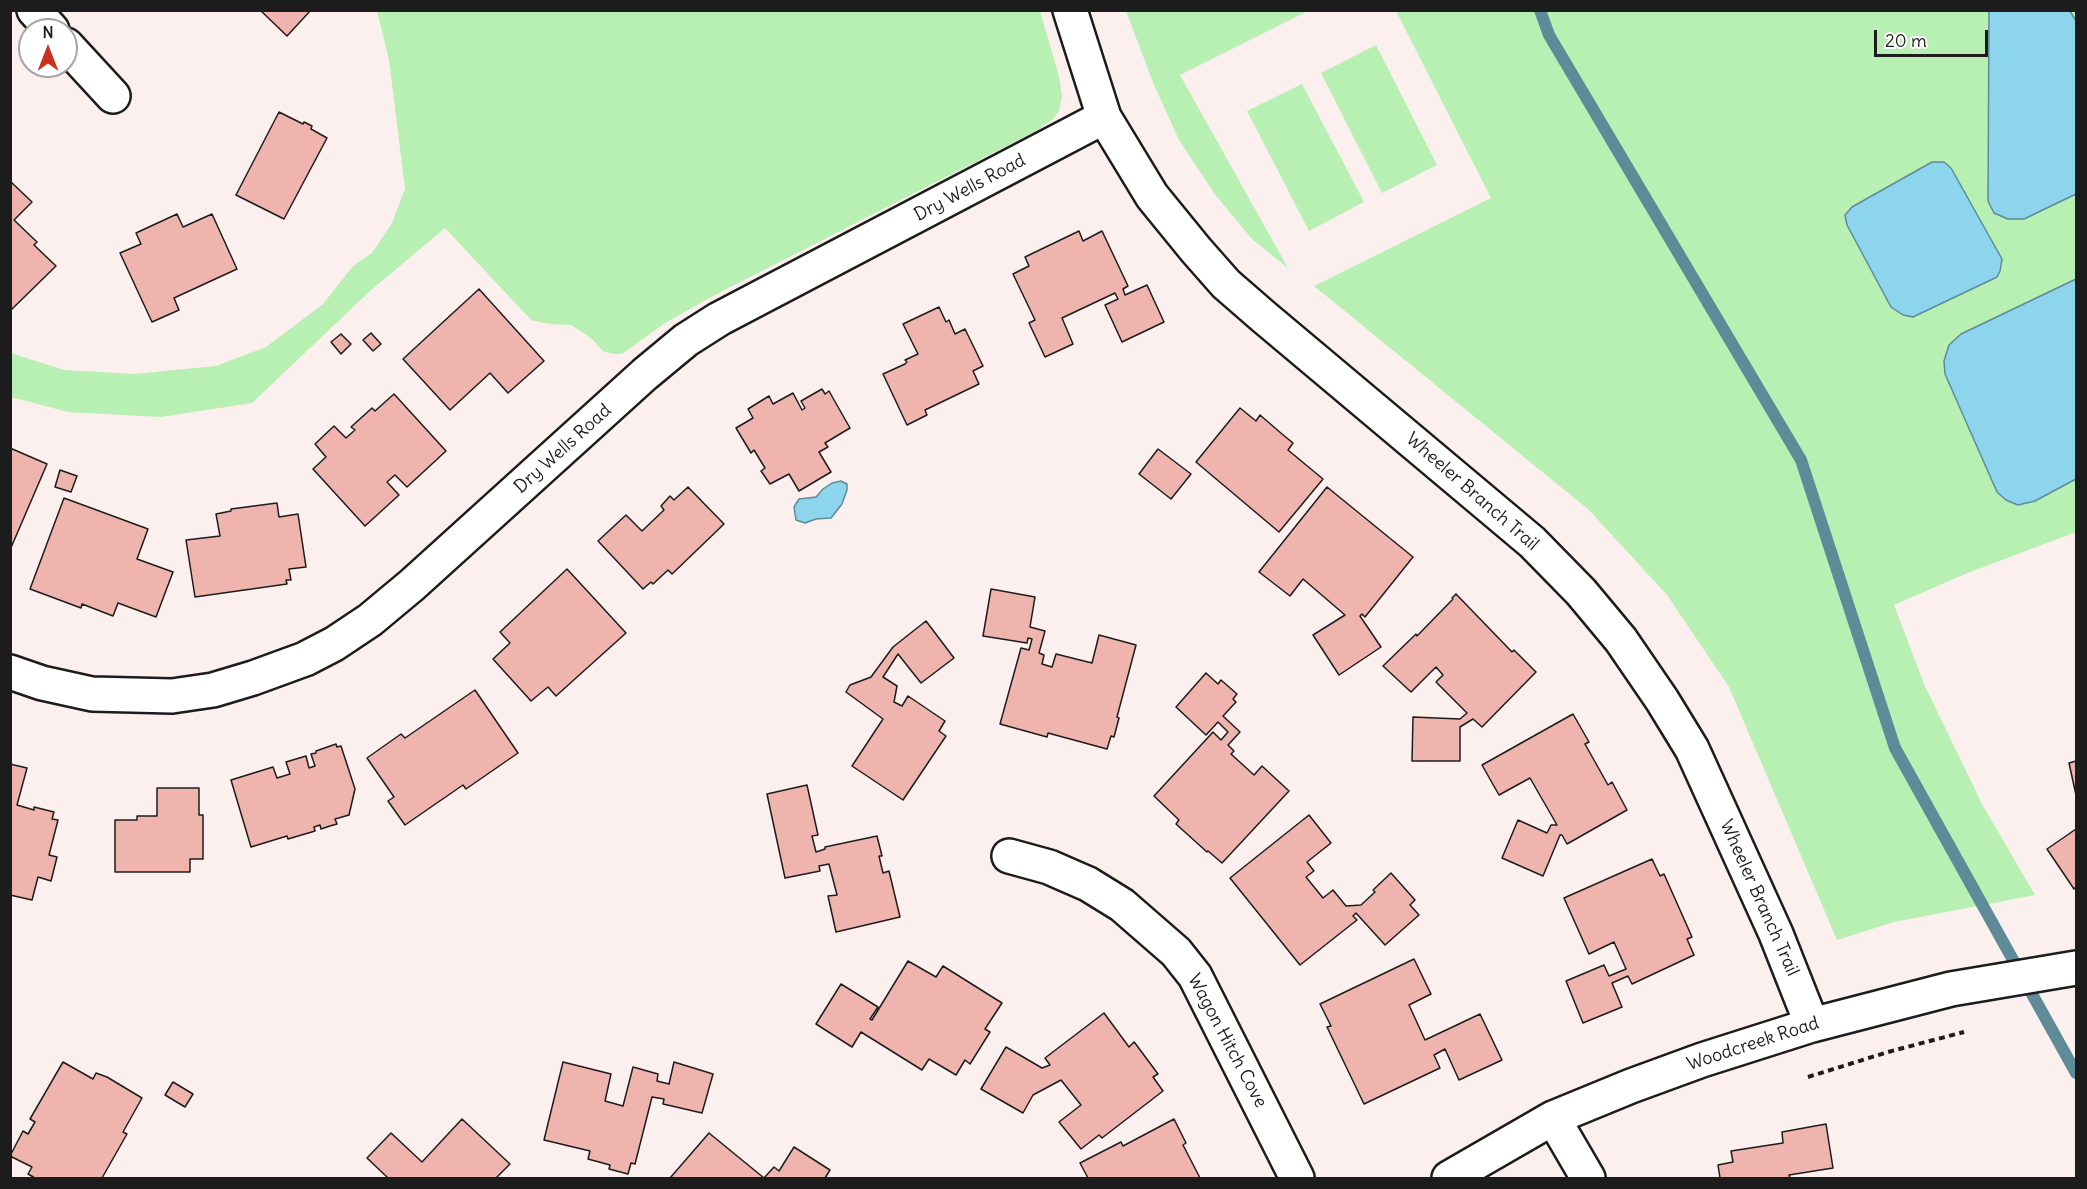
<!DOCTYPE html>
<style>
body{margin:0}
#map{position:relative;width:2087px;height:1189px;overflow:hidden;background:#fcf0ef;font-family:Delius,sans-serif}
canvas{display:block}
.frame{position:absolute;inset:0;border:12px solid #1c1c1c;pointer-events:none}
.north{position:absolute;left:18px;top:18px;width:60px;height:60px;box-sizing:border-box;background:#fff;border:2px solid #a4a4a4;border-radius:50%;rotate:0deg;font-size:16px;font-weight:700;line-height:24px;text-align:center;color:#1c1c1c}
.north::after{content:'';display:block;margin:auto;width:21px;height:27px;background:#c8321e;clip-path:polygon(50% 0,100% 100%,50% 72%,0 100%)}
.scale{position:absolute;left:1874px;top:30px;width:114px;height:27px;box-sizing:border-box;border:3px solid #1c1c1c;border-top:0;padding-left:8px;font-size:18px;line-height:21px;white-space:nowrap;color:#1c1c1c;-webkit-text-stroke:4px #fff;paint-order:stroke}
</style>
<div id="map">
<canvas width="2087" height="1189"></canvas>
<div class="frame"></div>
<div class="north">N</div>
<div class="scale">20 m</div>
</div>
<script>
const ctx = document.querySelector('canvas').getContext('2d');
ctx.lineJoin = 'round';
function paint(path, color) { ctx.fillStyle = color; ctx.fill(path, 'evenodd'); }
const poly = rows => new Path2D(rows.map(r => 'M' + r).join(''));
function strokePath(path, color, width, dash) { ctx.strokeStyle = color; ctx.lineWidth = width; ctx.lineCap = dash ? 'butt' : 'round'; ctx.setLineDash(dash || []); ctx.stroke(path); }
function label(font, color, halo, rows, align = 'center') {
  ctx.font = font + ' Delius,sans-serif'; ctx.lineWidth = 4.5; ctx.setLineDash([]); ctx.textBaseline = 'middle'; ctx.strokeStyle = halo; ctx.fillStyle = color; for (const [text, x, y, turn = 0] of rows) {
    ctx.save(); ctx.translate(x, y); ctx.rotate((+turn || 0) * Math.PI / 180); ctx.textAlign = isNaN(turn) ? turn : align; if (halo) ctx.strokeText(text, 0, 0); ctx.fillText(text, 0, 0); ctx.restore();
  }
}
const green = poly([
 [377,11,1040,11,1059,76,1062,96,1059,111,1053,119,1036,131,713,296,665,323,622,354,613,354,603,351,591,338,571,325,549,324,531,320,445,228,370,291,252,403,161,417,68,412,11,397,11,353,64,370,134,374,216,366,266,347,323,304,353,266,372,253,392,223,405,189,389,60],
 [1126,11,1308,11,1180,75,1288,268,1252,239,1214,193,1179,140,1154,85],
 [1396,11,2076,11,2076,532,1965,574,1894,605,1924,684,1982,804,2035,895,1894,922,1837,940,1729,687,1667,595,1589,510,1314,286,1491,198],
 [1376,45,1437,165,1382,193,1321,73],
 [1302,84,1364,202,1309,231,1247,111]
]);
const water = poly([
 [1989,11,2070,11,2076,21,2076,194,2024,219,2008,219,1994,213,1988,201,1989,11],
 [1932,162,1944,162,1951,168,2002,259,2000,271,1997,277,1913,317,1903,315,1891,307,1847,225,1845,215,1852,207,1932,162],
 [2076,279,2076,479,2035,501,2018,505,2006,500,1997,492,1945,374,1944,361,1949,345,1961,334,2076,279],
 [841,481,847,484,847,490,842,504,831,518,816,519,805,523,796,520,794,507,799,499,816,497,823,489,832,483,841,481]
]);
const stream = poly([
 [1540,10,1549,35,1801,460,1895,748,2076,1073]
]);
const building = poly([
 [260,10,311,10,287,36,260,10],
 [279,112,303,124,304,122,312,126,311,129,327,138,284,219,236,195,279,112],
 [10,181,32,202,14,220,37,242,34,245,56,266,11,310,10,181],
 [177,214,183,227,212,214,237,269,174,298,179,310,152,322,120,253,141,244,136,233,177,214],
 [1079,231,1083,241,1102,231,1128,286,1123,289,1125,295,1147,285,1164,322,1122,342,1105,305,1118,299,1115,293,1062,318,1073,344,1045,357,1029,323,1035,320,1013,274,1029,266,1025,257,1079,231],
 [479,289,544,361,508,393,490,373,450,410,403,359,479,289],
 [939,307,946,322,949,320,955,334,965,329,983,366,973,371,979,384,925,410,927,415,907,425,883,374,905,364,907,362,905,360,918,354,903,324,939,307],
 [371,333,381,344,373,351,363,340,371,333],
 [341,334,351,344,341,354,331,342,341,334],
 [822,389,825,394,829,391,850,428,825,443,828,447,819,452,831,472,799,491,789,474,770,484,761,471,765,468,754,450,751,453,736,428,753,418,748,409,769,396,773,404,793,393,802,410,805,408,801,401,822,389],
 [394,394,446,451,407,487,395,475,387,482,399,495,365,526,313,469,326,457,315,444,334,426,346,438,355,430,351,427,372,408,375,411,394,394],
 [1240,408,1256,421,1260,415,1282,434,1293,443,1288,450,1323,479,1279,532,1196,462,1240,408],
 [10,448,47,464,10,550,10,448],
 [1158,449,1191,474,1171,499,1139,474,1158,449],
 [60,470,77,476,71,492,55,487,60,470],
 [688,487,724,524,672,574,668,570,653,584,651,582,643,589,598,541,626,515,642,531,664,510,661,506,670,496,674,500,688,487],
 [1327,487,1413,557,1365,617,1362,614,1360,616,1381,647,1339,675,1313,635,1345,615,1303,579,1290,596,1259,572,1327,487],
 [64,498,148,529,137,559,173,572,156,617,118,603,113,616,82,604,81,608,30,589,64,498],
 [277,503,279,517,298,514,306,567,289,569,291,580,286,580,287,584,195,597,186,540,220,536,216,514,231,511,231,509,277,503],
 [567,569,626,633,556,696,548,687,531,701,493,659,510,643,500,632,567,569],
 [991,589,1035,597,1030,627,1045,631,1039,653,1044,655,1042,664,1052,667,1056,654,1092,663,1099,635,1136,645,1117,717,1119,718,1114,737,1111,736,1107,749,1048,733,1047,737,1000,724,1021,648,1029,650,1032,639,1028,638,1027,643,983,636,991,589],
 [1456,594,1512,652,1514,650,1536,672,1482,727,1473,719,1460,727,1460,761,1412,761,1413,717,1460,719,1467,713,1436,682,1443,675,1436,667,1411,692,1383,666,1416,634,1417,636,1453,599,1452,598,1456,594],
 [926,621,954,658,921,683,898,654,883,677,897,686,894,702,902,706,908,696,945,721,939,731,946,736,903,800,852,766,883,719,846,692,850,685,871,677,893,647,926,621],
 [1206,673,1218,684,1221,680,1237,694,1233,699,1236,702,1223,716,1240,732,1228,745,1234,751,1231,754,1254,775,1262,766,1289,791,1222,863,1208,851,1207,852,1176,824,1179,820,1154,796,1213,732,1221,740,1228,732,1218,722,1206,735,1176,707,1206,673],
 [475,690,518,753,466,789,463,785,405,825,388,801,394,797,367,758,401,734,405,738,475,690],
 [1573,714,1589,742,1585,744,1608,785,1612,782,1627,810,1567,844,1562,835,1560,835,1543,876,1502,858,1518,820,1547,833,1551,825,1557,825,1530,778,1499,795,1482,765,1573,714],
 [336,744,337,747,341,746,355,789,349,815,335,819,337,824,330,826,321,829,320,825,314,827,315,831,288,839,287,836,251,847,231,780,273,767,277,778,290,774,286,762,306,756,309,768,315,766,311,754,316,753,316,751,336,744],
 [2076,761,2076,795,2069,763,2076,761],
 [10,764,27,768,17,805,34,810,34,807,54,812,52,819,58,820,49,855,57,857,51,881,38,877,32,900,10,895,10,764],
 [807,785,818,835,812,836,816,852,825,849,825,847,877,836,882,856,879,856,883,873,889,871,900,917,836,932,828,896,837,895,829,864,819,866,820,871,785,878,767,794,807,785],
 [157,788,199,788,199,815,203,815,203,859,190,859,190,872,115,872,115,820,137,820,137,816,157,816,157,788],
 [1309,815,1331,843,1307,862,1314,871,1306,877,1323,898,1333,890,1346,906,1361,905,1375,892,1373,890,1391,873,1415,900,1410,905,1419,915,1385,945,1356,913,1353,916,1357,920,1300,965,1230,878,1309,815],
 [2076,829,2076,887,2074,889,2047,849,2076,829],
 [1652,859,1660,876,1664,874,1692,937,1687,939,1694,955,1632,984,1628,976,1612,983,1622,1007,1583,1023,1566,981,1604,965,1609,976,1626,969,1614,942,1589,954,1564,898,1652,859],
 [1414,959,1431,994,1409,1005,1425,1040,1480,1014,1502,1060,1459,1080,1445,1049,1434,1055,1440,1068,1364,1104,1327,1027,1331,1026,1320,1004,1414,959],
 [908,961,936,977,943,966,1002,1003,985,1029,990,1032,970,1064,965,1060,956,1075,929,1059,922,1070,861,1032,852,1047,816,1024,841,984,878,1007,870,1019,872,1020,908,961],
 [1104,1013,1129,1047,1134,1042,1135,1043,1158,1074,1153,1077,1163,1091,1102,1138,1099,1135,1081,1149,1059,1122,1081,1105,1061,1080,1033,1095,1023,1113,981,1089,1006,1047,1042,1068,1050,1065,1045,1058,1104,1013],
 [63,1062,93,1079,96,1073,107,1077,142,1098,123,1132,127,1134,102,1178,35,1178,28,1174,32,1167,10,1156,23,1131,28,1134,35,1122,30,1119,63,1062],
 [563,1062,611,1074,605,1101,623,1106,633,1067,658,1074,657,1081,669,1084,674,1062,713,1074,702,1113,663,1104,664,1099,652,1097,635,1164,631,1163,628,1174,609,1169,610,1165,588,1159,590,1151,544,1140,563,1062],
 [173,1082,193,1094,185,1107,165,1095,173,1082],
 [462,1119,510,1164,496,1178,388,1178,367,1158,391,1133,422,1162,462,1119],
 [1174,1119,1186,1143,1183,1145,1200,1178,1088,1178,1080,1163,1121,1142,1123,1146,1174,1119],
 [1826,1124,1833,1168,1789,1175,1790,1178,1720,1178,1718,1165,1733,1162,1731,1151,1783,1143,1782,1132,1826,1124],
 [709,1133,764,1178,774,1167,779,1171,794,1147,830,1170,825,1178,670,1178,709,1133]
]);
const path = poly([
 [1808,1077,1888,1052,1964,1032]
]);
const street = poly([
 [34,10,52,30],
 [1070,10,1104,117,1152,196,1196,250,1226,284,1264,317,1532,542,1581,592,1621,640,1662,700,1692,749,1776,934,1812,1025],
 [66,45,113,96],
 [10,672,42,683,92,694,172,696,213,690,253,678,305,659,334,644,370,620,412,585,645,374,686,340,719,319,1104,117],
 [1009,856,1049,867,1088,884,1122,905,1176,952,1195,976,1297,1178],
 [1553,1118,1588,1178],
 [1449,1178,1553,1118,1631,1086,1702,1060,1812,1025,1951,989,2076,968]
]);
const streetNames = [
 ["Dry Wells Road",970,188,-28],
 ["Dry Wells Road",563,449,-42],
 ["Wheeler Branch Trail",1472,492,41],
 ["Wheeler Branch Trail",1759,898,66],
 ["Wagon Hitch Cove",1227,1041,62],
 ["Woodcreek Road",1753,1044,-18]
];
paint(green, '#b8efb2');
paint(water, '#8cd5ed');
strokePath(water, '#5f8b99', 1.5);
strokePath(stream, '#5f8b99', 12);
paint(building, '#efb4ad');
strokePath(building, '#1c1c1c', 1.5);
strokePath(street, '#1c1c1c', 38);
strokePath(path, '#1c1c1c', 4, [6, 4.5]);
strokePath(street, '#fff', 33);
label('18px', '#1c1c1c', '#fff', streetNames);
</script>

■ ■ ■ ■ ■

Wherever the string "Delius" appears in the entries above, list that line.

#map{position:relative;width:2087px;height:1189px;overflow:hidden;background:#fcf0ef;font-family:Delius,sans-serif}
  ctx.font = font + ' Delius,sans-serif'; ctx.lineWidth = 4.5; ctx.setLineDash([]); ctx.textBaseline = 'middle'; ctx.strokeStyle = halo; ctx.fillStyle = color; for (const [text, x, y, turn = 0] of rows) {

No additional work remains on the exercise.